If an entry holds a picture, drop the picture and restate the rest word for word.

----- DATA EXTRACTS -----

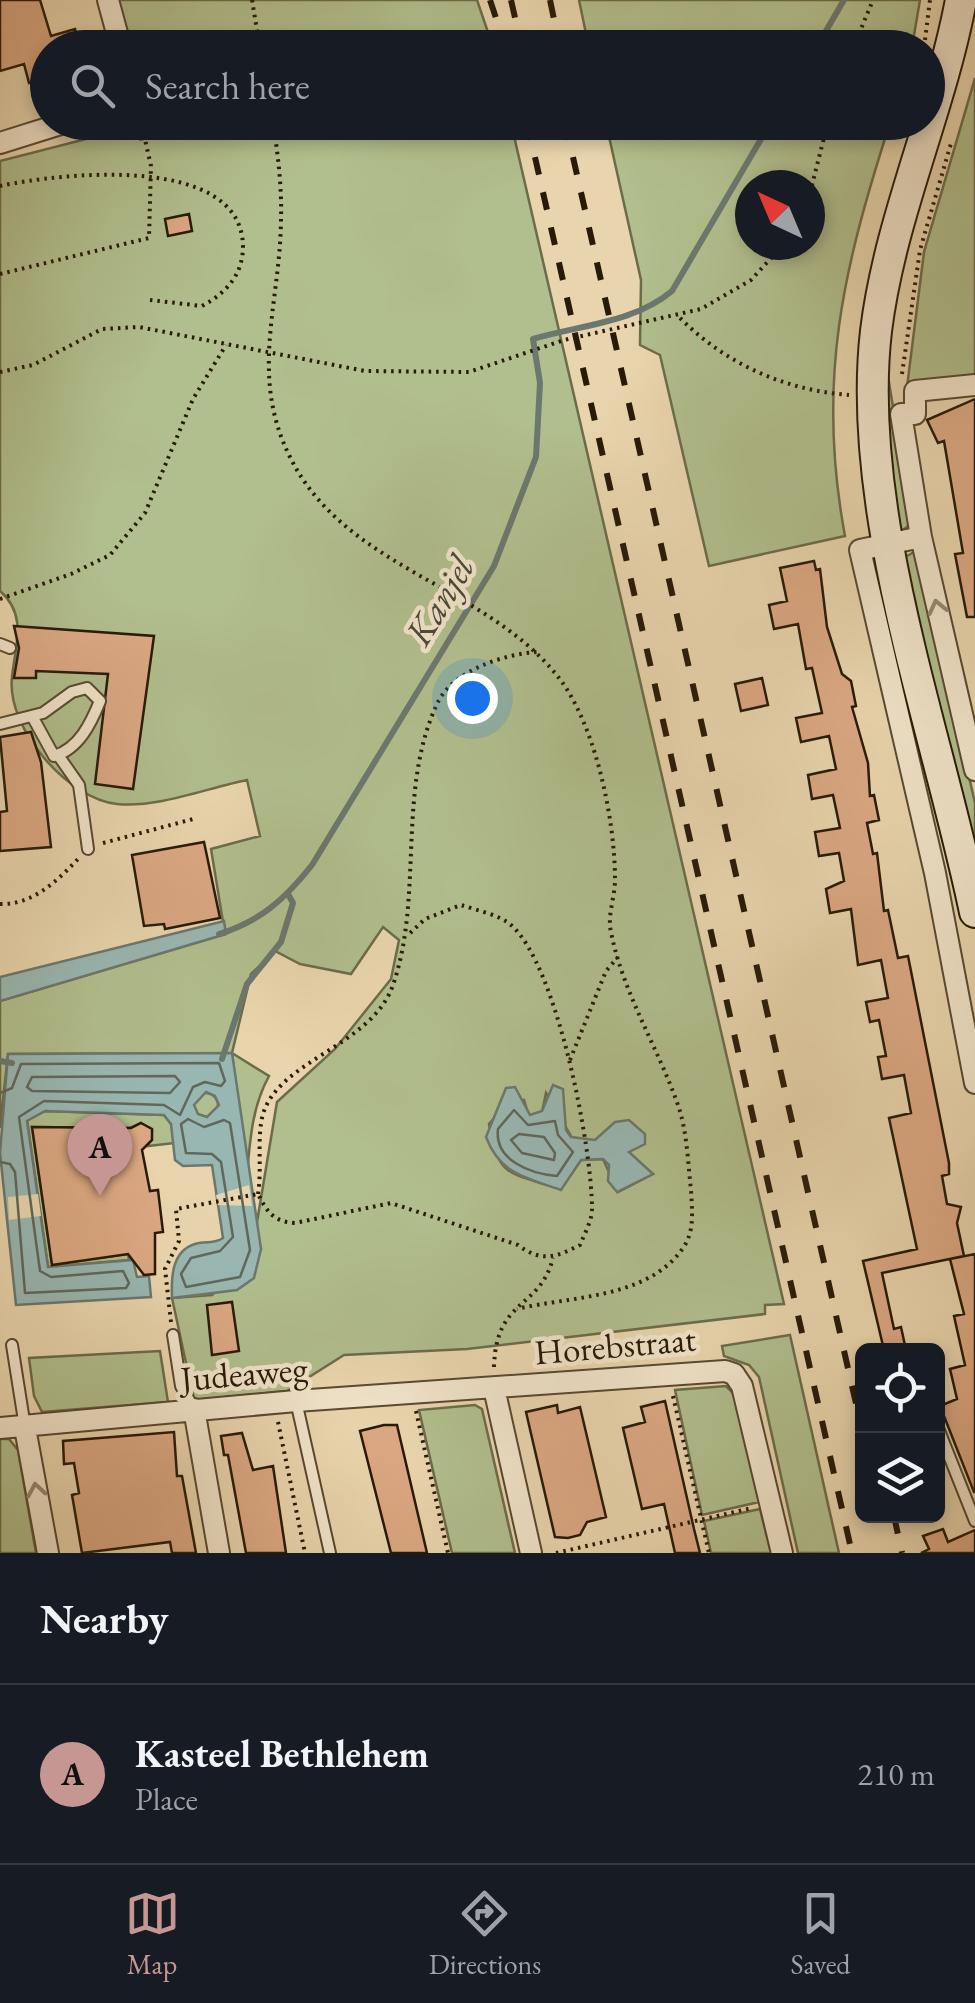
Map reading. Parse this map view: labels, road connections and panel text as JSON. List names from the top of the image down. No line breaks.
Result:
{"streets":{"street":["Horebstraat","Judeaweg"]},"crossings":[["Horebstraat","Judeaweg"]],"water":["Kanjel"],"north":"top left","page":{"search":"Search here","pins":"A","heading":"Nearby","list":[{"mark":"A","name":"Kasteel Bethlehem","note":"Place","value":"210 m"}],"nav":["Map","Directions","Saved"]}}
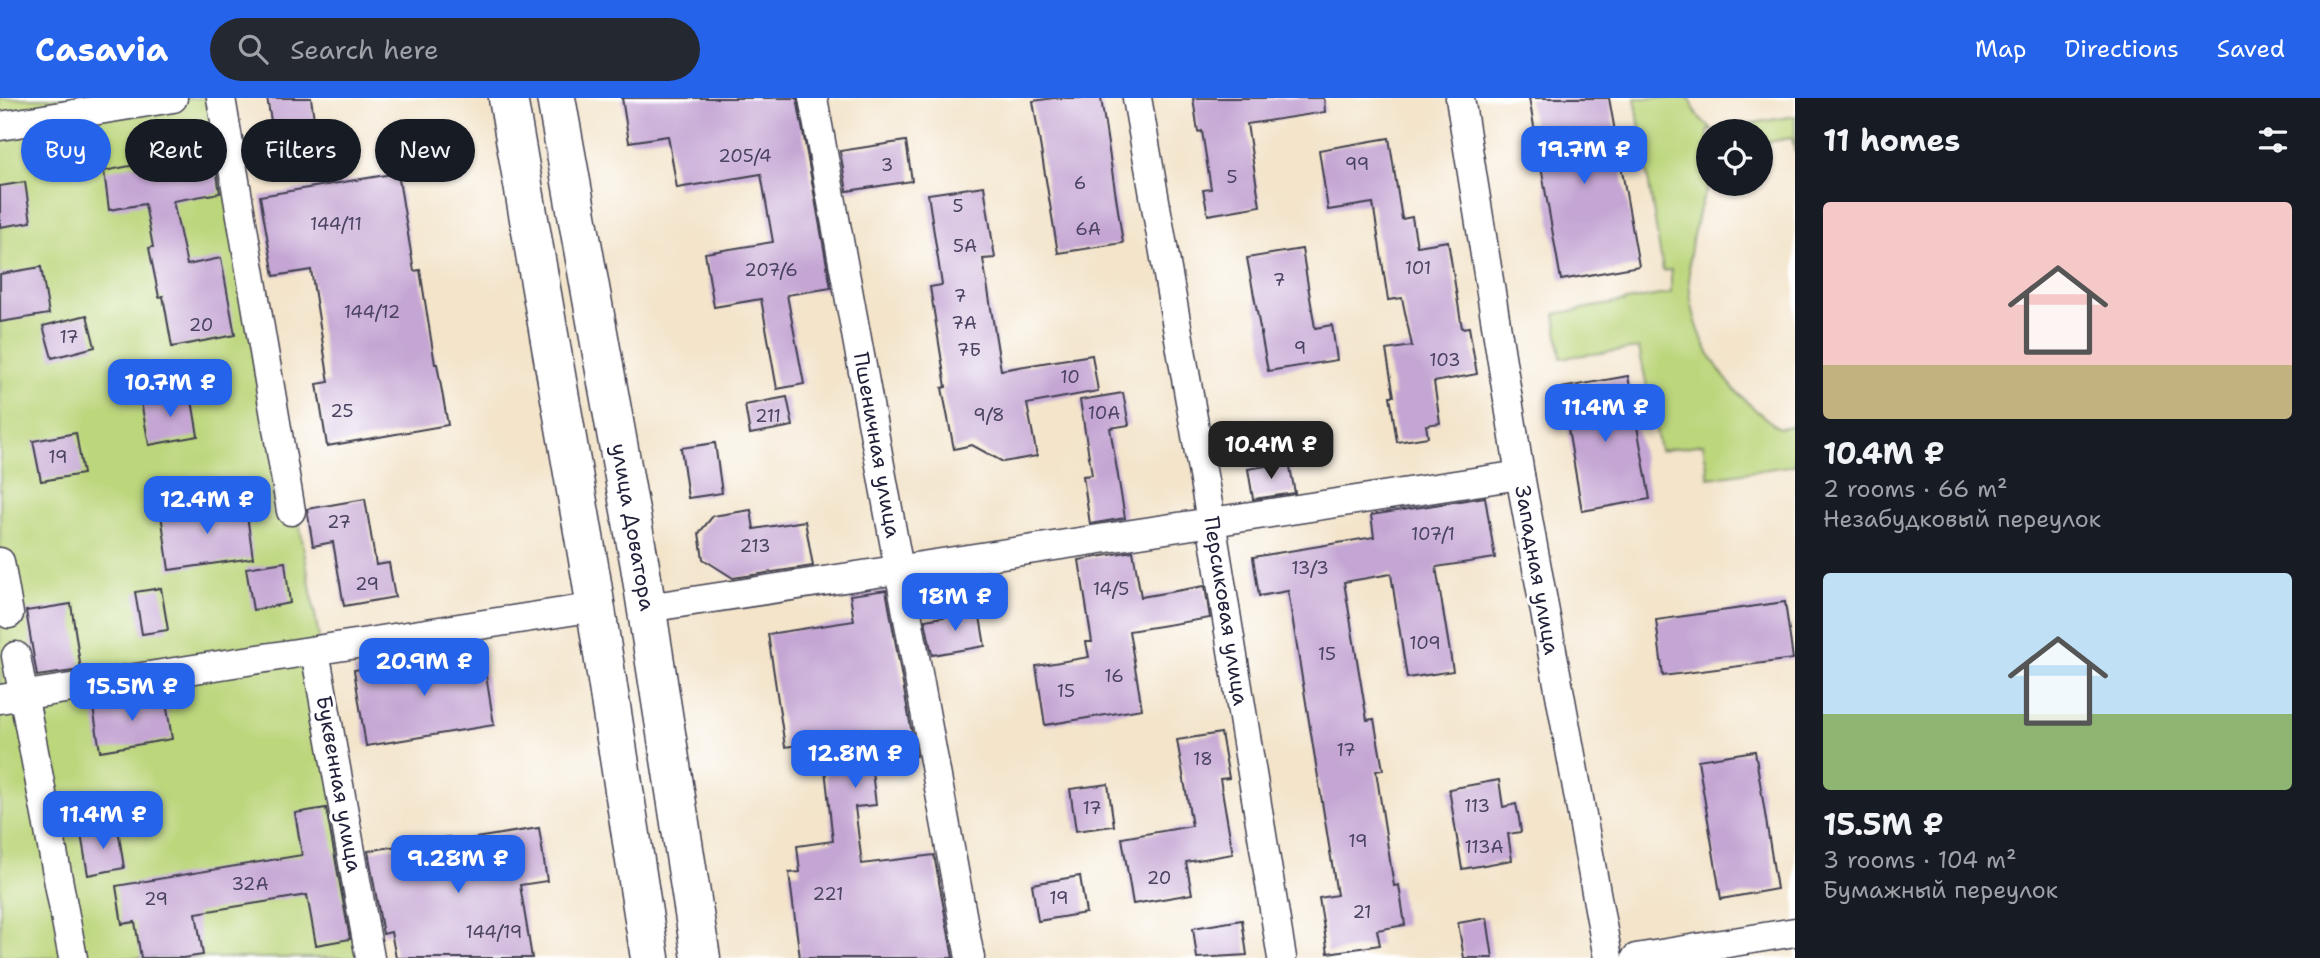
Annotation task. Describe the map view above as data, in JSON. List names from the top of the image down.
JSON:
{
  "streets": {
    "main road": ["улица Доватора"],
    "street": [
      "Пшеничная улица",
      "Западная улица",
      "Персиковая улица",
      "Буквенная улица"
    ]
  },
  "house_numbers": [
    "205/4",
    "99",
    "3",
    "5",
    "6",
    "5",
    "144/11",
    "6А",
    "5А",
    "101",
    "207/6",
    "7",
    "7",
    "144/12",
    "7А",
    "20",
    "17",
    "9",
    "7Б",
    "103",
    "10",
    "25",
    "10А",
    "9/8",
    "211",
    "19",
    "27",
    "107/1",
    "213",
    "13/3",
    "29",
    "14/5",
    "109",
    "15",
    "16",
    "15",
    "17",
    "18",
    "113",
    "17",
    "19",
    "113А",
    "20",
    "32А",
    "221",
    "19",
    "29",
    "21",
    "144/19"
  ],
  "page": {
    "header": "Casavia",
    "search": "Search here",
    "nav": ["Map", "Directions", "Saved"],
    "heading": "11 homes",
    "chip": [
      "Buy",
      "Rent",
      "Filters",
      "New"
    ],
    "price": [
      "19.7M ₽",
      "10.7M ₽",
      "11.4M ₽",
      "10.4M ₽",
      "12.4M ₽",
      "18M ₽",
      "20.9M ₽",
      "15.5M ₽",
      "12.8M ₽",
      "11.4M ₽",
      "9.28M ₽"
    ],
    "list": [
      {
        "name": "10.4M ₽",
        "note": "2 rooms · 66 m² · Незабудковый переулок"
      },
      {
        "name": "15.5M ₽",
        "note": "3 rooms · 104 m² · Бумажный переулок"
      }
    ]
  }
}
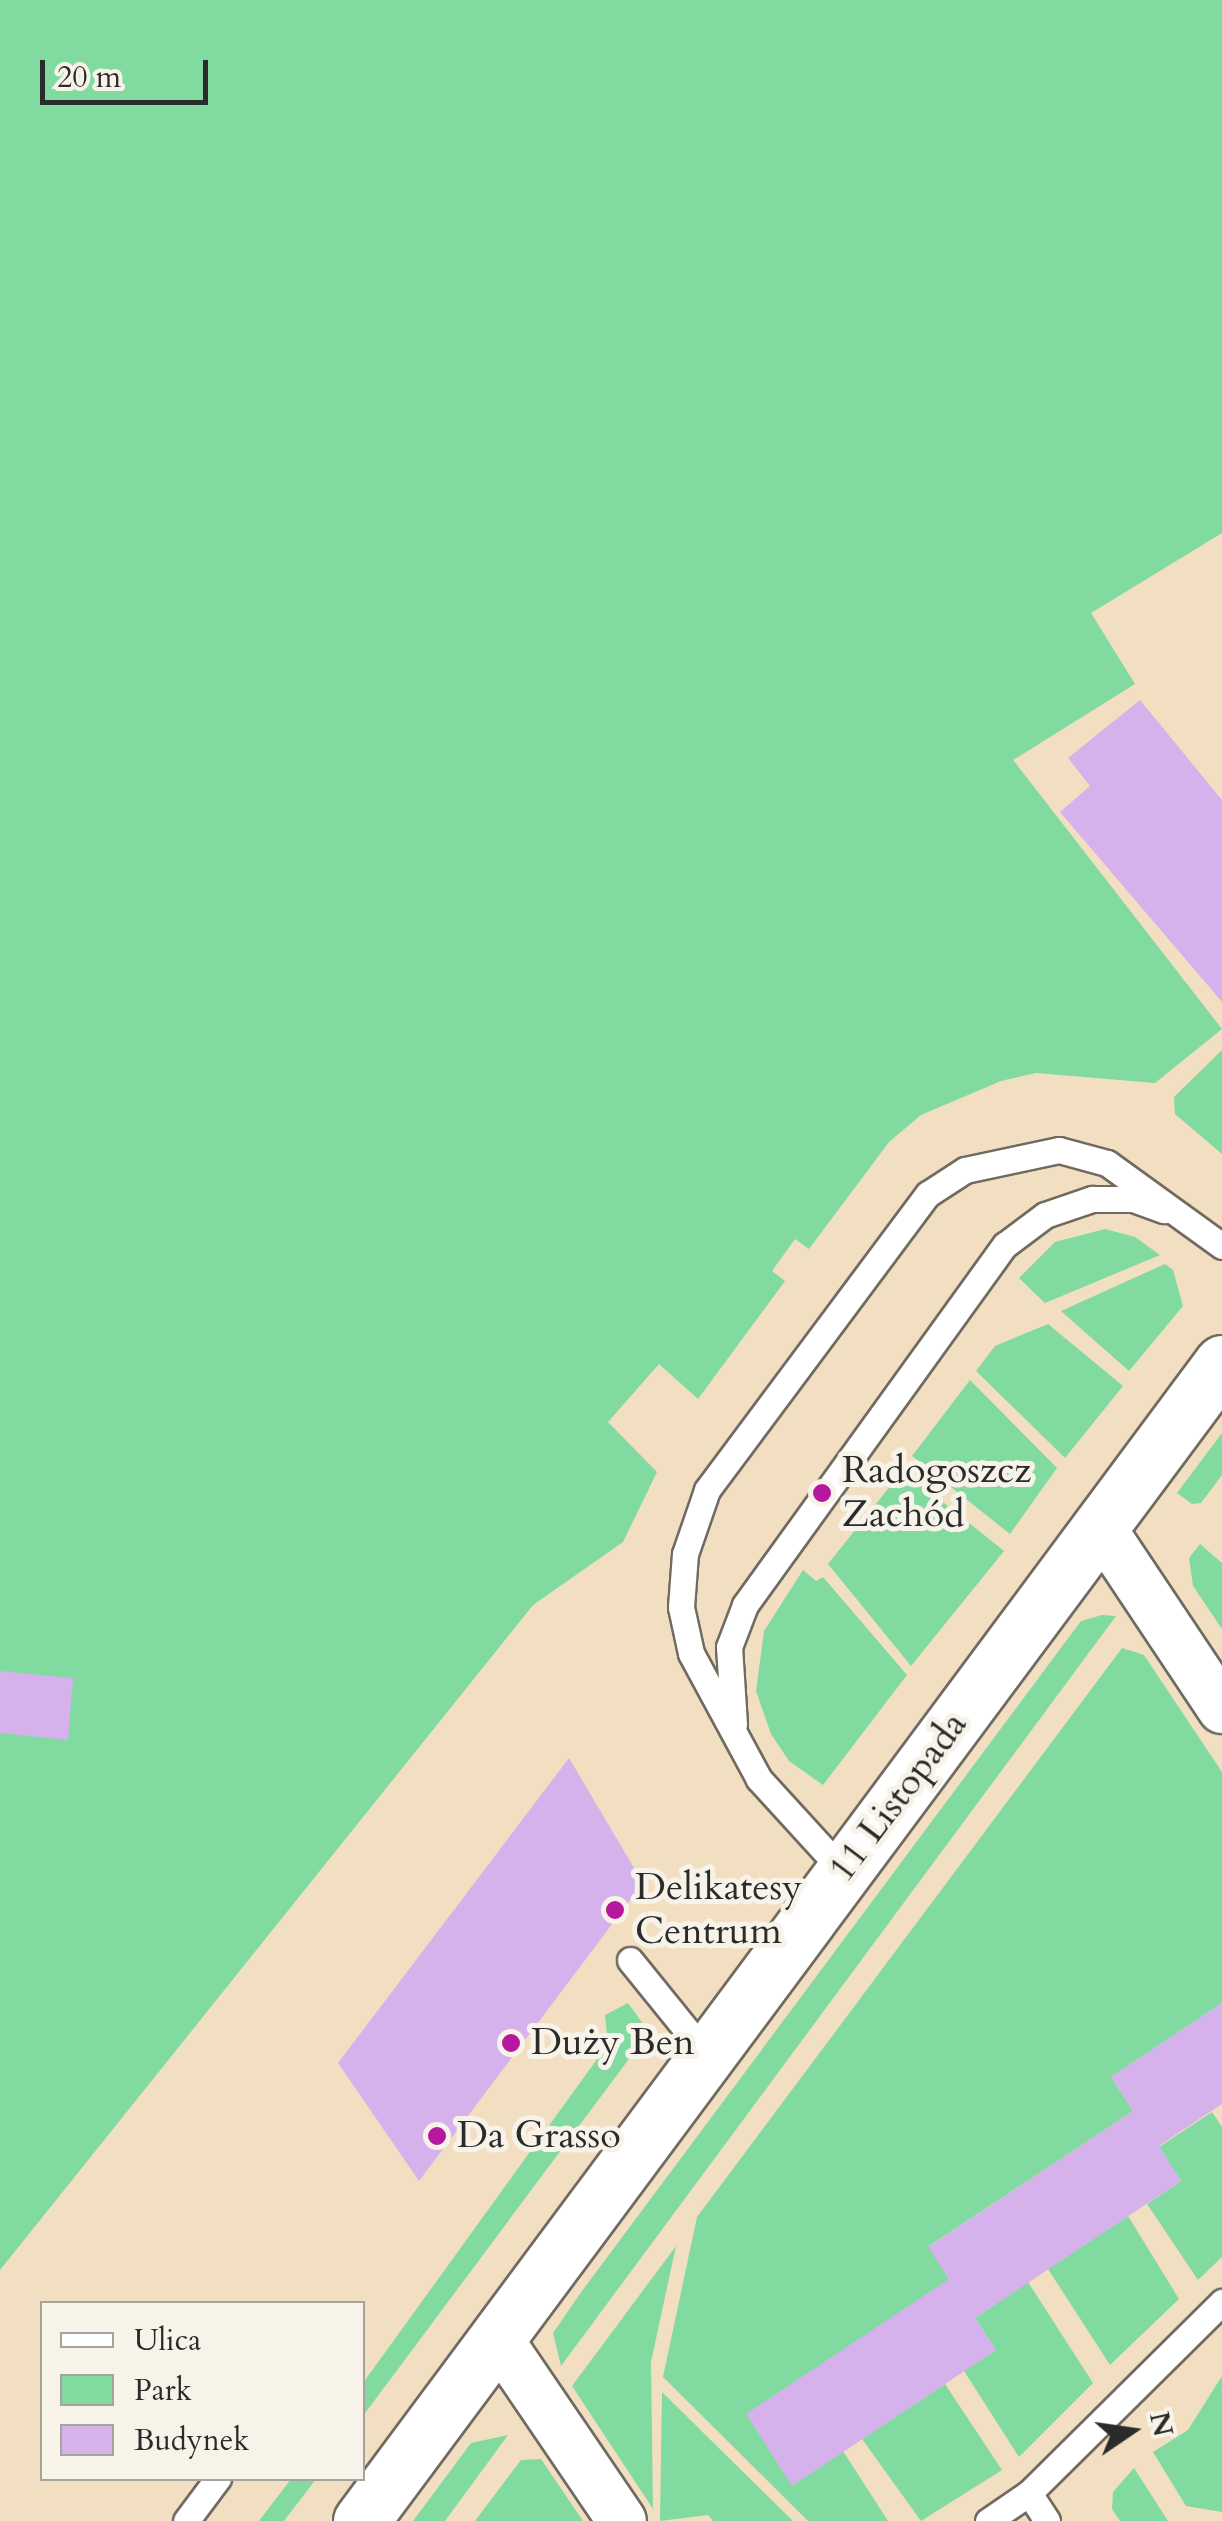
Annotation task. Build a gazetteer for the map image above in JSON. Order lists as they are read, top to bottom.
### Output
{
  "streets": {
    "street": ["11 Listopada"]
  },
  "places": [
    "Radogoszcz Zachód",
    "Delikatesy Centrum",
    "Duży Ben",
    "Da Grasso"
  ],
  "legend": ["Ulica", "Park", "Budynek"],
  "scale_bar": "20 m",
  "north": "right"
}
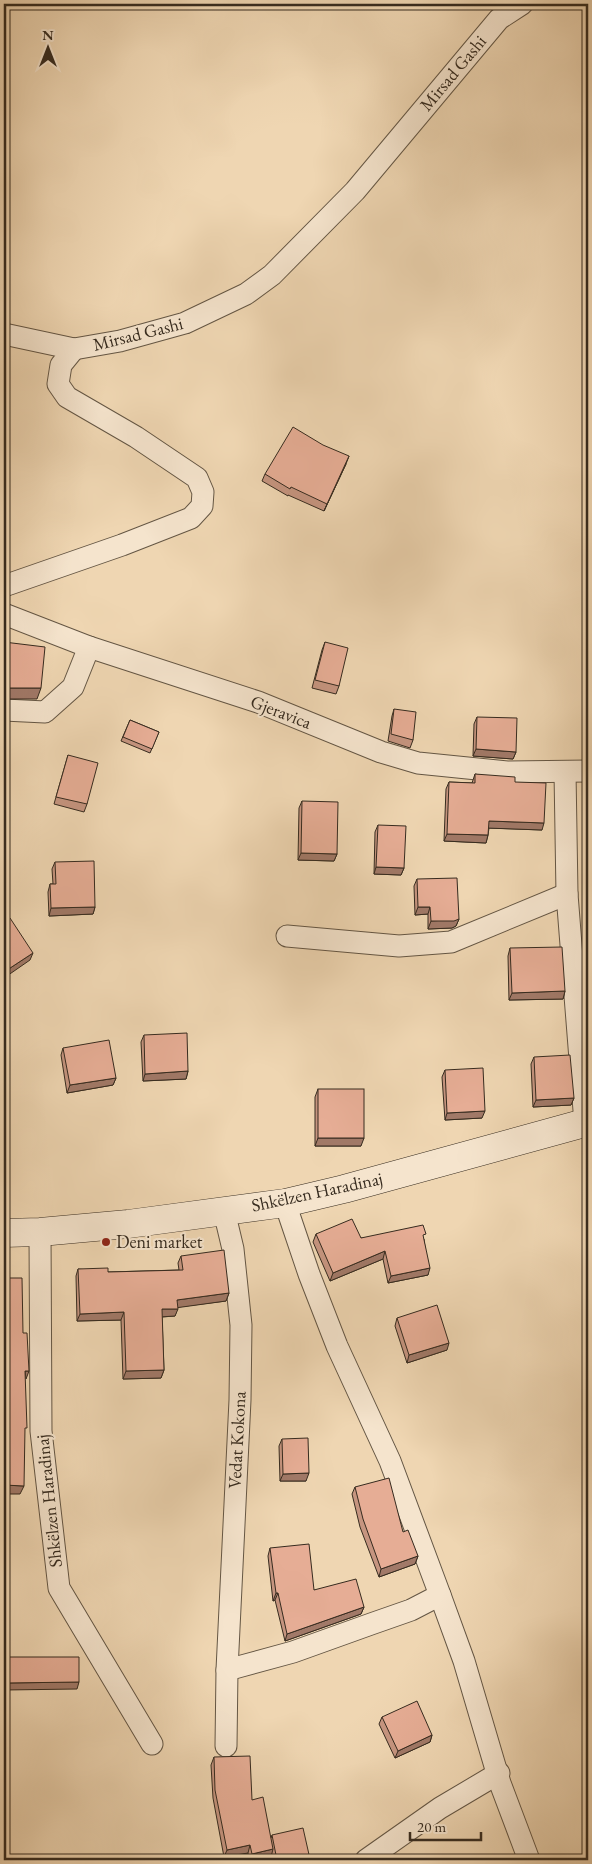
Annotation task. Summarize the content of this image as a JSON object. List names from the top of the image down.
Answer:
{
  "streets": {
    "street": [
      "Mirsad Gashi",
      "Gjeravica",
      "Shkëlzen Haradinaj",
      "Vedat Kokona"
    ]
  },
  "crossings": [
    ["Shkëlzen Haradinaj", "Vedat Kokona"]
  ],
  "places": ["Deni market"],
  "scale_bar": "20 m",
  "north": "top"
}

-----

## ANSWER SECTION
Map reading. Parse this map view: labels, road connections and panel text as JSON. List names from the top of the image down. No line breaks.
Result:
{"streets":{"street":["Horebstraat","Judeaweg"]},"crossings":[["Horebstraat","Judeaweg"]],"water":["Kanjel"],"north":"top left","page":{"search":"Search here","pins":"A","heading":"Nearby","list":[{"mark":"A","name":"Kasteel Bethlehem","note":"Place","value":"210 m"}],"nav":["Map","Directions","Saved"]}}
Annotation task. Describe the map view above as data, in JSON. List names from the top of the image down.
JSON:
{
  "streets": {
    "main road": ["улица Доватора"],
    "street": [
      "Пшеничная улица",
      "Западная улица",
      "Персиковая улица",
      "Буквенная улица"
    ]
  },
  "house_numbers": [
    "205/4",
    "99",
    "3",
    "5",
    "6",
    "5",
    "144/11",
    "6А",
    "5А",
    "101",
    "207/6",
    "7",
    "7",
    "144/12",
    "7А",
    "20",
    "17",
    "9",
    "7Б",
    "103",
    "10",
    "25",
    "10А",
    "9/8",
    "211",
    "19",
    "27",
    "107/1",
    "213",
    "13/3",
    "29",
    "14/5",
    "109",
    "15",
    "16",
    "15",
    "17",
    "18",
    "113",
    "17",
    "19",
    "113А",
    "20",
    "32А",
    "221",
    "19",
    "29",
    "21",
    "144/19"
  ],
  "page": {
    "header": "Casavia",
    "search": "Search here",
    "nav": ["Map", "Directions", "Saved"],
    "heading": "11 homes",
    "chip": [
      "Buy",
      "Rent",
      "Filters",
      "New"
    ],
    "price": [
      "19.7M ₽",
      "10.7M ₽",
      "11.4M ₽",
      "10.4M ₽",
      "12.4M ₽",
      "18M ₽",
      "20.9M ₽",
      "15.5M ₽",
      "12.8M ₽",
      "11.4M ₽",
      "9.28M ₽"
    ],
    "list": [
      {
        "name": "10.4M ₽",
        "note": "2 rooms · 66 m² · Незабудковый переулок"
      },
      {
        "name": "15.5M ₽",
        "note": "3 rooms · 104 m² · Бумажный переулок"
      }
    ]
  }
}
Annotation task. Build a gazetteer for the map image above in JSON. Order lists as they are read, top to bottom.
### Output
{
  "streets": {
    "street": ["11 Listopada"]
  },
  "places": [
    "Radogoszcz Zachód",
    "Delikatesy Centrum",
    "Duży Ben",
    "Da Grasso"
  ],
  "legend": ["Ulica", "Park", "Budynek"],
  "scale_bar": "20 m",
  "north": "right"
}
Annotation task. Summarize the content of this image as a JSON object. List names from the top of the image down.
Answer:
{
  "streets": {
    "street": [
      "Mirsad Gashi",
      "Gjeravica",
      "Shkëlzen Haradinaj",
      "Vedat Kokona"
    ]
  },
  "crossings": [
    ["Shkëlzen Haradinaj", "Vedat Kokona"]
  ],
  "places": ["Deni market"],
  "scale_bar": "20 m",
  "north": "top"
}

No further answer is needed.